● **Exercise directions**:
Look through the data below for the line with "color; ctx.fill(path, 'evenodd');" and the line with "[11,2501,171,2501,171,2564,11,2564]", then output those two and all lines in between, exactly as written.

_ _ _ _ _

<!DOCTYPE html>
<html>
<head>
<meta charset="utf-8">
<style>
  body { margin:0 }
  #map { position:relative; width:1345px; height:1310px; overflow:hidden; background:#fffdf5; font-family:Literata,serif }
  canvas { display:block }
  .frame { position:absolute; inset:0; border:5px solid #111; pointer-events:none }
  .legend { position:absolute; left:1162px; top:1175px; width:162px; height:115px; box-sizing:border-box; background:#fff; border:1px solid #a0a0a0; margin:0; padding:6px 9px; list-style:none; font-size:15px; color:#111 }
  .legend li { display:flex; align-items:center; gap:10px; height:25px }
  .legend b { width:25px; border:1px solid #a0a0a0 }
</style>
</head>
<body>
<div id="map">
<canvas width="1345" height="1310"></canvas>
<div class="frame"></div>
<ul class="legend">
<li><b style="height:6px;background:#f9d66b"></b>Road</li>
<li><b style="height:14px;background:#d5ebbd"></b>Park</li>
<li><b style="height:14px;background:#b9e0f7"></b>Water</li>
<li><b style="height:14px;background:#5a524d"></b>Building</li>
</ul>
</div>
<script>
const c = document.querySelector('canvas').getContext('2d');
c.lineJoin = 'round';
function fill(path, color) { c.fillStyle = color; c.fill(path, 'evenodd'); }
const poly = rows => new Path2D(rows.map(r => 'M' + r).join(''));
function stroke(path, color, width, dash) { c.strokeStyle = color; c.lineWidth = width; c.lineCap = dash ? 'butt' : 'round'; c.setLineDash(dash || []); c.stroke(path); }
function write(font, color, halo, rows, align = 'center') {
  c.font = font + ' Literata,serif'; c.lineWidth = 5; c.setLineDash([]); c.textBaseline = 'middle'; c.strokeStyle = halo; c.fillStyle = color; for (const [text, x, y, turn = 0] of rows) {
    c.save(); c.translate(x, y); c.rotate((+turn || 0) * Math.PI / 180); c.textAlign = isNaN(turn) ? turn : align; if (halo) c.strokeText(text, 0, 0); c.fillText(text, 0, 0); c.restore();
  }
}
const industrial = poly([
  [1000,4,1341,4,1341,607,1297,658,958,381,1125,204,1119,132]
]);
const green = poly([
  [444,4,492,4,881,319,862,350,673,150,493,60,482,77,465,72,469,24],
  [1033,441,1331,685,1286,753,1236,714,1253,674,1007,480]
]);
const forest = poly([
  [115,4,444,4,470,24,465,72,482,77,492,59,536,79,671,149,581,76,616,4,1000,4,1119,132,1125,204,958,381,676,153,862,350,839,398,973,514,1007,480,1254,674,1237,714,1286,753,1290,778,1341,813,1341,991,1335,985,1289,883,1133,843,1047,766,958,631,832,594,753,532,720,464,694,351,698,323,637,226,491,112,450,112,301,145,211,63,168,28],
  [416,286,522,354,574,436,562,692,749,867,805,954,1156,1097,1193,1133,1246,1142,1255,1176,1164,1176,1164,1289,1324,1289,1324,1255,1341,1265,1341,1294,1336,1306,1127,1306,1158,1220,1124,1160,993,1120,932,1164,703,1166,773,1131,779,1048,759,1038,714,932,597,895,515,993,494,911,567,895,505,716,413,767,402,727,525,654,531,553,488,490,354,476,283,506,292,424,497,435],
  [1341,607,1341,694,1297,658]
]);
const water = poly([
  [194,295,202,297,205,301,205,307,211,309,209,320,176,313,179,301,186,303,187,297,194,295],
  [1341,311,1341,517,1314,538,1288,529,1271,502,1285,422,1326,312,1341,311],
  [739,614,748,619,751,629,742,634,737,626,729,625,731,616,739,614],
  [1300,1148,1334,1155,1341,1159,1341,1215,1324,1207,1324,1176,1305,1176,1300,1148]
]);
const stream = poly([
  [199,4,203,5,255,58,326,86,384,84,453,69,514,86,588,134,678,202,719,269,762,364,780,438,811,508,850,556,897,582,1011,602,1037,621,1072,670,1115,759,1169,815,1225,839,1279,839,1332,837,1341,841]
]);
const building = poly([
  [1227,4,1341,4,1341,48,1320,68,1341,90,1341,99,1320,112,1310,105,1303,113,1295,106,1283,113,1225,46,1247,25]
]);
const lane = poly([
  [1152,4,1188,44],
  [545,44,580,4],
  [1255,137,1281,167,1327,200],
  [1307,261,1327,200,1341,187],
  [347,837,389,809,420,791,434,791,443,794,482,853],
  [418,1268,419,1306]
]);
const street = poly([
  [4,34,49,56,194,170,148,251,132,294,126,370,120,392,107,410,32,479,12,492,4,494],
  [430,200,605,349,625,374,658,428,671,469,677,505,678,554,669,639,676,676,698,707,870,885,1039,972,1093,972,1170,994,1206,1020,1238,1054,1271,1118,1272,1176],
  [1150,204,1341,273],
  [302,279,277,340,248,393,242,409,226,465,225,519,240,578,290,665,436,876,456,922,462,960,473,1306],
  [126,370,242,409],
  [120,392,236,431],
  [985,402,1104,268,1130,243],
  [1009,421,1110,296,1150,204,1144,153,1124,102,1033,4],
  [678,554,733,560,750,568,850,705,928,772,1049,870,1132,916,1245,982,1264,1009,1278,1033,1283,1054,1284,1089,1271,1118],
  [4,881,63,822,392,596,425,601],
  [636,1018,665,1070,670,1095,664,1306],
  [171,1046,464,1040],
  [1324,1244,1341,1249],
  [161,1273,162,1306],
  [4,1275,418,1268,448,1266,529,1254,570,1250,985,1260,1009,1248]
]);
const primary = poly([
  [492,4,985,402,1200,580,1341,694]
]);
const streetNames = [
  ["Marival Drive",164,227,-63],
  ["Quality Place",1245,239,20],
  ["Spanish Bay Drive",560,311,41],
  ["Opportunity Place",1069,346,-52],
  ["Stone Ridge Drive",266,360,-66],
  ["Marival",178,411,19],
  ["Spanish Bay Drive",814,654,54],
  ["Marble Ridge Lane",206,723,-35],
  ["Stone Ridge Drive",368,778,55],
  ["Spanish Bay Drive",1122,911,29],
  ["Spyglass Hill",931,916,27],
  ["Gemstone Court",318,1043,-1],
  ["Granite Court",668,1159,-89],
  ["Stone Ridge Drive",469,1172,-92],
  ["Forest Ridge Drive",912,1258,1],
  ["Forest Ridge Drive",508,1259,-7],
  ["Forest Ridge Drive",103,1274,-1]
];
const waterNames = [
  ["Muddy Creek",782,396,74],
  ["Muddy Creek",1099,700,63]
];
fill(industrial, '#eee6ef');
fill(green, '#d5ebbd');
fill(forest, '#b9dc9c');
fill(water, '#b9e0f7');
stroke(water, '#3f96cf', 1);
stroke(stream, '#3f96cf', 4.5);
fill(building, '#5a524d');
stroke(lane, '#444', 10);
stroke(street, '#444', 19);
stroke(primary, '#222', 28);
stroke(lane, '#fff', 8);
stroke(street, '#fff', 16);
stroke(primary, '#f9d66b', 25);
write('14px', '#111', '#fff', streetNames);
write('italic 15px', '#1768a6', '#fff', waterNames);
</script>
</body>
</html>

_ _ _ _ _

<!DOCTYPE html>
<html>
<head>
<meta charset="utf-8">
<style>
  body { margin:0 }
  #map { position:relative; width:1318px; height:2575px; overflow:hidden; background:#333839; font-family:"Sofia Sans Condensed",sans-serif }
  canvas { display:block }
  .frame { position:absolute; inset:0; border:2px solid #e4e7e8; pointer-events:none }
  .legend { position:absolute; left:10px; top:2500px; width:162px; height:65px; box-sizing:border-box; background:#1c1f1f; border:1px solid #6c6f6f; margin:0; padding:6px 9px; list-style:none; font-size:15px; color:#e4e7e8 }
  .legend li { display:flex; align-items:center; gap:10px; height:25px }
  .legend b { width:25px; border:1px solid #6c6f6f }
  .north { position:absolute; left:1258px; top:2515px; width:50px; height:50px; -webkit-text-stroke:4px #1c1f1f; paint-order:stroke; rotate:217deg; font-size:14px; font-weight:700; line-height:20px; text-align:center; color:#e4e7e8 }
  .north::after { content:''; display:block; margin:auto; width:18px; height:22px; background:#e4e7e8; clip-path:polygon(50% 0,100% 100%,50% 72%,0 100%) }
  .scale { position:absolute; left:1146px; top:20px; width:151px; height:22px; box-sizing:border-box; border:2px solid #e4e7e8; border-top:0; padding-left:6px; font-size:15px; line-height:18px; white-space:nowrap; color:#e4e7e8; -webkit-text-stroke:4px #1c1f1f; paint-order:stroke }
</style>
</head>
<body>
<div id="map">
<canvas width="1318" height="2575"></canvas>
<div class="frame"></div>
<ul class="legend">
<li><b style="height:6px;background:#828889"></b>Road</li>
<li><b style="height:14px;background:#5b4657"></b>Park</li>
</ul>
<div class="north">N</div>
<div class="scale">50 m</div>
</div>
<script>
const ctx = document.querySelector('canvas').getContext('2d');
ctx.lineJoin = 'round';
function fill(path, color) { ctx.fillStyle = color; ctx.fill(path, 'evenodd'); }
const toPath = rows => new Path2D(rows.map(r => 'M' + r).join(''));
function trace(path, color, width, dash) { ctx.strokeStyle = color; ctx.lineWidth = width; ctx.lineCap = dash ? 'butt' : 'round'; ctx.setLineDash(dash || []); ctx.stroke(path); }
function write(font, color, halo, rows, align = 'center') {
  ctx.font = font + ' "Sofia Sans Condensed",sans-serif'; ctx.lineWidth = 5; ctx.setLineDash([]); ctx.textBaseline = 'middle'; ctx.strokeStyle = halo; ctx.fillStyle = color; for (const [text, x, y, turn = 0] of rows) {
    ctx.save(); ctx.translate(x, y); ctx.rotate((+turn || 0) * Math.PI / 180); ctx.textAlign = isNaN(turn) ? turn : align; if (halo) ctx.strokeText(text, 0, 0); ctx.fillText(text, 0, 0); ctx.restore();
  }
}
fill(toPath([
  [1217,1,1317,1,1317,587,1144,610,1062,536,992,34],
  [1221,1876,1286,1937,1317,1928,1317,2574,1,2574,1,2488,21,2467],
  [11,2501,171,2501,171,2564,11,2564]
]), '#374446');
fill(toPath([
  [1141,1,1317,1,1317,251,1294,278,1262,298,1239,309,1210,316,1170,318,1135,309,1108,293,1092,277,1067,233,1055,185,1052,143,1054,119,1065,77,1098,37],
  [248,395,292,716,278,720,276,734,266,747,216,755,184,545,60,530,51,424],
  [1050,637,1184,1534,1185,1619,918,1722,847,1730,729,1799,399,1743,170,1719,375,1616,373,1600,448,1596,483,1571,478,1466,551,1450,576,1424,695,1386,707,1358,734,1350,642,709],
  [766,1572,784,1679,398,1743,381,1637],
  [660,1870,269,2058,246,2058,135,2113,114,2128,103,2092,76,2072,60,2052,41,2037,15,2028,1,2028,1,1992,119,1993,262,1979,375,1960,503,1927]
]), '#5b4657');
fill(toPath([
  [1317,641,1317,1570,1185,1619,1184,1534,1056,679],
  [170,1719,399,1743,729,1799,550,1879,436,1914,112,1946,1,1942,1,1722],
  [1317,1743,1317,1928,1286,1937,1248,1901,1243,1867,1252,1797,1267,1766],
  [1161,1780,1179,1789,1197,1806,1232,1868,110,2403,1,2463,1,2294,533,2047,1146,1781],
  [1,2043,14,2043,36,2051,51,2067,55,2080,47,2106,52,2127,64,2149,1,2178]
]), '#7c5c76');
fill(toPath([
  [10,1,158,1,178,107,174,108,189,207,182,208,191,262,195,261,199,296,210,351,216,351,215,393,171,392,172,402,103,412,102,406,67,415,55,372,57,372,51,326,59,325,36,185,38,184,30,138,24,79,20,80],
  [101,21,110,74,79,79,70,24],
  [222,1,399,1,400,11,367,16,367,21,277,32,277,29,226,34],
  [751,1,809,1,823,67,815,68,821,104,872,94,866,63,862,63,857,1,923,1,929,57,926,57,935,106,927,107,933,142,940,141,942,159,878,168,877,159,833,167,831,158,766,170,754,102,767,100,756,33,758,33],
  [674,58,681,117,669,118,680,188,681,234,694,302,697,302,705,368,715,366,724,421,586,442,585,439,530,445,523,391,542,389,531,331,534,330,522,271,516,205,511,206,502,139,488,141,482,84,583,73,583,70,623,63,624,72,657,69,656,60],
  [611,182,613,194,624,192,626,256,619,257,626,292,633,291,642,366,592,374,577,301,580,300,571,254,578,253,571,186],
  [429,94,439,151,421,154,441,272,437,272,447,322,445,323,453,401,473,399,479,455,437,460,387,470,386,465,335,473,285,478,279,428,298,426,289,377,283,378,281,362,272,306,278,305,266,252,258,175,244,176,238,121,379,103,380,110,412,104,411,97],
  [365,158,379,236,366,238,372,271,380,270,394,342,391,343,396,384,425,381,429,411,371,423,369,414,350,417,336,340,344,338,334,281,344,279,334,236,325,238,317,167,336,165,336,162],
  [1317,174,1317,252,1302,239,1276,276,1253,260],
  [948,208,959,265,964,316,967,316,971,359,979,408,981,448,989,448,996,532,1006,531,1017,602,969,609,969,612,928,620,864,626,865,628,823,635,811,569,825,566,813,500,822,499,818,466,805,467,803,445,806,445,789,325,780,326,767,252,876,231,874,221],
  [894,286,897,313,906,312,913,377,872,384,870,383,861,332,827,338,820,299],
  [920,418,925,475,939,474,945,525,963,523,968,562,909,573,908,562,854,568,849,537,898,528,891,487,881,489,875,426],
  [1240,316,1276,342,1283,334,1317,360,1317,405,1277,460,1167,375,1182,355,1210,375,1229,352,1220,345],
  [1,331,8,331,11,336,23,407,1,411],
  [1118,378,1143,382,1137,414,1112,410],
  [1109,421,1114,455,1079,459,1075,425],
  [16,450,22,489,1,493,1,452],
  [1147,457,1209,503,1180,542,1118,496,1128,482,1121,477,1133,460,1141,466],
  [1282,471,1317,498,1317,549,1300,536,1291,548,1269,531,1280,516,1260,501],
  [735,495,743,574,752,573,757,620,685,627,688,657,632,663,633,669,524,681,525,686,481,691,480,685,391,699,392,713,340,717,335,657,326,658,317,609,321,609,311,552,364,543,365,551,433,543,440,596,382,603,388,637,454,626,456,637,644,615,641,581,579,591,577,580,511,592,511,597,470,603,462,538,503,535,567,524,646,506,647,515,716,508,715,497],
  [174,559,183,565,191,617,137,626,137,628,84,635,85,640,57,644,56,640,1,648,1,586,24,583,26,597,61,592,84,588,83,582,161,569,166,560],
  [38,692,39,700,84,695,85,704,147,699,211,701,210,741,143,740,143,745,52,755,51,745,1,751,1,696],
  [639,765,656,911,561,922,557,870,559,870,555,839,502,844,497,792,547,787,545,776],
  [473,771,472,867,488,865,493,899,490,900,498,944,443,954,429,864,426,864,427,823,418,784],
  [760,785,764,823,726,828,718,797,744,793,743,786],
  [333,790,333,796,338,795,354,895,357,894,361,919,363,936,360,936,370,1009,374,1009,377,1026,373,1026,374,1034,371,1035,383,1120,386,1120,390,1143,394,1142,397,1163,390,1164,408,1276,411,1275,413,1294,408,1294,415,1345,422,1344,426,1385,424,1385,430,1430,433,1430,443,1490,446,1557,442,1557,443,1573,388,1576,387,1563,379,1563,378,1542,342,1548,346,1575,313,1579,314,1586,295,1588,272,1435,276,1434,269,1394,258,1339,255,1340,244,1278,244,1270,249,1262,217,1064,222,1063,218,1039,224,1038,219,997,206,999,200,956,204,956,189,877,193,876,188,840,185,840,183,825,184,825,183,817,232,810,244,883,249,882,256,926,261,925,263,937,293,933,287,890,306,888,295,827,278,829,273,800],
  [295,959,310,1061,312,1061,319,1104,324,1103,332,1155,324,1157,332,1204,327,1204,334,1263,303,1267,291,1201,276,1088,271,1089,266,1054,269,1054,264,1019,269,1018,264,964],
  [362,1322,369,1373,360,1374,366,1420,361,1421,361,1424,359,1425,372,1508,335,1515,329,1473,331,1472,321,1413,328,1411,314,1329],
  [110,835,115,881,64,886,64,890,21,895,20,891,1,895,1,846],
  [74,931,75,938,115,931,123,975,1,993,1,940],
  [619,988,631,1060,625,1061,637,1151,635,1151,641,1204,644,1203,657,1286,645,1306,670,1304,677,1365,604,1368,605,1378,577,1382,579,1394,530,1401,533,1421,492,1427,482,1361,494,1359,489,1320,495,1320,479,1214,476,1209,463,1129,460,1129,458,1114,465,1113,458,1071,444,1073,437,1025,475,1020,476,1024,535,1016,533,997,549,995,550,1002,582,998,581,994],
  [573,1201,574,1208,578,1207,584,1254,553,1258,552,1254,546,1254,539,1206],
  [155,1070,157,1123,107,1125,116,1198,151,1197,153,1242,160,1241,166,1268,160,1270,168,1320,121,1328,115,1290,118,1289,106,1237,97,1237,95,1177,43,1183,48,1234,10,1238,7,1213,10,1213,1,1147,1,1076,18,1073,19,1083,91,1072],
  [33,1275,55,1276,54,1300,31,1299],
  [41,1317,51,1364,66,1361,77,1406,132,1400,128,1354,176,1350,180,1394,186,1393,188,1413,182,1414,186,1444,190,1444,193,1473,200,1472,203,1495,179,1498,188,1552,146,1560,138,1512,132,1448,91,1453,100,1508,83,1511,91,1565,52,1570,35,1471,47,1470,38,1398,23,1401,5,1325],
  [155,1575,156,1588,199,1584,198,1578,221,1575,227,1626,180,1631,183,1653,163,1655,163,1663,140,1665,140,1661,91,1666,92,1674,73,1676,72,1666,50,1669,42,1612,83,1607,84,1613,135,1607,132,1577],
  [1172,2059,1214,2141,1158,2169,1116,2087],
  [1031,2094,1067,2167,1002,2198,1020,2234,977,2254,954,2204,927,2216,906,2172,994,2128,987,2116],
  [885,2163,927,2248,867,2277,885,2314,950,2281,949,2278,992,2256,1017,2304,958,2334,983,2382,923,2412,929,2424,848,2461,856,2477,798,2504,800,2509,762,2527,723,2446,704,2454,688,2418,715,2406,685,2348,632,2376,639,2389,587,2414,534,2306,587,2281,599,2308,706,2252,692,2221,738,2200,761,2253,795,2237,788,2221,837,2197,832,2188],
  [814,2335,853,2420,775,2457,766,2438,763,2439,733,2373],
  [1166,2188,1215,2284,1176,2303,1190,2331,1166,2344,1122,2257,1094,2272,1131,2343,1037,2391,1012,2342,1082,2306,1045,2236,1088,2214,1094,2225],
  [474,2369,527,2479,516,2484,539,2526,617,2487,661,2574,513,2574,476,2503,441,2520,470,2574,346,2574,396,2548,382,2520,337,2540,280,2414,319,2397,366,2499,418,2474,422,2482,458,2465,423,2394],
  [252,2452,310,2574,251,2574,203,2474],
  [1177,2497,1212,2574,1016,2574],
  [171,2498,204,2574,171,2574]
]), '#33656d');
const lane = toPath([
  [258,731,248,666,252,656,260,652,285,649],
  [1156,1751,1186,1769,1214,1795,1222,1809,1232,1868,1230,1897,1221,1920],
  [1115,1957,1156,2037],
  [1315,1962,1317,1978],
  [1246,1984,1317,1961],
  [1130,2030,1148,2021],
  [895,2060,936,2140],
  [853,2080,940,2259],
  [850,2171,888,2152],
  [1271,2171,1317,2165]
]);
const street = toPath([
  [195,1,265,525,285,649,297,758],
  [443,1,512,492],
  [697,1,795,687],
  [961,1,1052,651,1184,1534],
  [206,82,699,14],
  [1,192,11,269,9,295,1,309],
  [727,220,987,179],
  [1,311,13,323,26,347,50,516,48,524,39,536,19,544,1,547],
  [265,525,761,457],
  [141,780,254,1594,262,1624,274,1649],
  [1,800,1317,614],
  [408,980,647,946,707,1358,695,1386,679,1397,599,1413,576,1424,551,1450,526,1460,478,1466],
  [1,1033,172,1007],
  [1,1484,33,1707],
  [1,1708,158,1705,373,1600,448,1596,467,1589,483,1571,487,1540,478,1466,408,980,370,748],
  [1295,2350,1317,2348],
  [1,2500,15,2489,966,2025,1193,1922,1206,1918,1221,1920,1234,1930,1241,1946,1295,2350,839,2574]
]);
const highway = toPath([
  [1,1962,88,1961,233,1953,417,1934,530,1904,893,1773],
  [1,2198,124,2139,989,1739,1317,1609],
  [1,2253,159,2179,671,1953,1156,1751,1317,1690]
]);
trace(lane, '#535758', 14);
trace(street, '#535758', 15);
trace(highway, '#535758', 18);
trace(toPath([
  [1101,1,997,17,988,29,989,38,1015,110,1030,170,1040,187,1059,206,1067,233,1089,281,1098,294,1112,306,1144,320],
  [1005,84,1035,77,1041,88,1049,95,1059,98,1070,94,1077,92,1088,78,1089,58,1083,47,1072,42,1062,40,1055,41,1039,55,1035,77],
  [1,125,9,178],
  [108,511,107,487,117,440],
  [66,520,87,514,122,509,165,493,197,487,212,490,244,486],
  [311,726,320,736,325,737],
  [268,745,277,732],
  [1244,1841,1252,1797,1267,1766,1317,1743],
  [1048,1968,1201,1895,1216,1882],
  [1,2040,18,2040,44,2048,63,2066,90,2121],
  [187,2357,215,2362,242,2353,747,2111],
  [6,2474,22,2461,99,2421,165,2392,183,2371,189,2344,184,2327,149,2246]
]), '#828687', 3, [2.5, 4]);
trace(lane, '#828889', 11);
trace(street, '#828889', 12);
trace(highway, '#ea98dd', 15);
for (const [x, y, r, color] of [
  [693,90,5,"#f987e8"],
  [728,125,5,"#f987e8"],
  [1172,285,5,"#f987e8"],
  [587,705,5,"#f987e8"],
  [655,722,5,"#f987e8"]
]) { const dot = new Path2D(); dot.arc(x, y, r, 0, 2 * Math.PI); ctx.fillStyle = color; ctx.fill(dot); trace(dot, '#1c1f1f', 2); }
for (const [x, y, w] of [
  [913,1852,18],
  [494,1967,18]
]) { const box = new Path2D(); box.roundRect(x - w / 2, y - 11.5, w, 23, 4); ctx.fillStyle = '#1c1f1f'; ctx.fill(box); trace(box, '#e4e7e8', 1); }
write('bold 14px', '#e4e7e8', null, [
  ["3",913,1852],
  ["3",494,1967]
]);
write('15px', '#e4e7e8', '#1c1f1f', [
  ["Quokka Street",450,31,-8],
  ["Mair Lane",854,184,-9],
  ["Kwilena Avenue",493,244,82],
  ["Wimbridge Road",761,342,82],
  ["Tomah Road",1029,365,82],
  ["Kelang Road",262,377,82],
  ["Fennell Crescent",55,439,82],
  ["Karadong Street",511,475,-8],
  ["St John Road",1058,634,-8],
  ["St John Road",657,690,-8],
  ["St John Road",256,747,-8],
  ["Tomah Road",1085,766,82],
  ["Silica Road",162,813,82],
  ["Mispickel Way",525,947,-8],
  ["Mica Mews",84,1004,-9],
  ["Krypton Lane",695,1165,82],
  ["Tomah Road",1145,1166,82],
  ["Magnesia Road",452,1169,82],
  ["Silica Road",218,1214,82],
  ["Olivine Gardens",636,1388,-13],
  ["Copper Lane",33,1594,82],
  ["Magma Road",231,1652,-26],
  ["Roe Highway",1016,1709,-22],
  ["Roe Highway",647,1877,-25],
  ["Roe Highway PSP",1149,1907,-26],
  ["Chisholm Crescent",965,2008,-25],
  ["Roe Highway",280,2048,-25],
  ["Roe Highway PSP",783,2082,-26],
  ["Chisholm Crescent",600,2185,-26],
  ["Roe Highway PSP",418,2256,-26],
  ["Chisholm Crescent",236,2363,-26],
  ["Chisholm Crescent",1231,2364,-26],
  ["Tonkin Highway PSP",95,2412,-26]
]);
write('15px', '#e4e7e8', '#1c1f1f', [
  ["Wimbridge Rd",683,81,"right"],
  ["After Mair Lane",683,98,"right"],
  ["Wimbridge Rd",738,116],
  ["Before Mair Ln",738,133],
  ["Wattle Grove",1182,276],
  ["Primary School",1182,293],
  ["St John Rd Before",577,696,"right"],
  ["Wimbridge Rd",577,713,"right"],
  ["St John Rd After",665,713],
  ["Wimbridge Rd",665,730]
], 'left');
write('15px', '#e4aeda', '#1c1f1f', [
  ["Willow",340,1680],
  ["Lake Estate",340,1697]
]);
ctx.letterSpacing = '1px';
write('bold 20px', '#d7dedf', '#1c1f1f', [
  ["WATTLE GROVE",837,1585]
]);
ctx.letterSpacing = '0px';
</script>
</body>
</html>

_ _ _ _ _

● **The completed task**:
function fill(path, color) { ctx.fillStyle = color; ctx.fill(path, 'evenodd'); }
const toPath = rows => new Path2D(rows.map(r => 'M' + r).join(''));
function trace(path, color, width, dash) { ctx.strokeStyle = color; ctx.lineWidth = width; ctx.lineCap = dash ? 'butt' : 'round'; ctx.setLineDash(dash || []); ctx.stroke(path); }
function write(font, color, halo, rows, align = 'center') {
  ctx.font = font + ' "Sofia Sans Condensed",sans-serif'; ctx.lineWidth = 5; ctx.setLineDash([]); ctx.textBaseline = 'middle'; ctx.strokeStyle = halo; ctx.fillStyle = color; for (const [text, x, y, turn = 0] of rows) {
    ctx.save(); ctx.translate(x, y); ctx.rotate((+turn || 0) * Math.PI / 180); ctx.textAlign = isNaN(turn) ? turn : align; if (halo) ctx.strokeText(text, 0, 0); ctx.fillText(text, 0, 0); ctx.restore();
  }
}
fill(toPath([
  [1217,1,1317,1,1317,587,1144,610,1062,536,992,34],
  [1221,1876,1286,1937,1317,1928,1317,2574,1,2574,1,2488,21,2467],
  [11,2501,171,2501,171,2564,11,2564]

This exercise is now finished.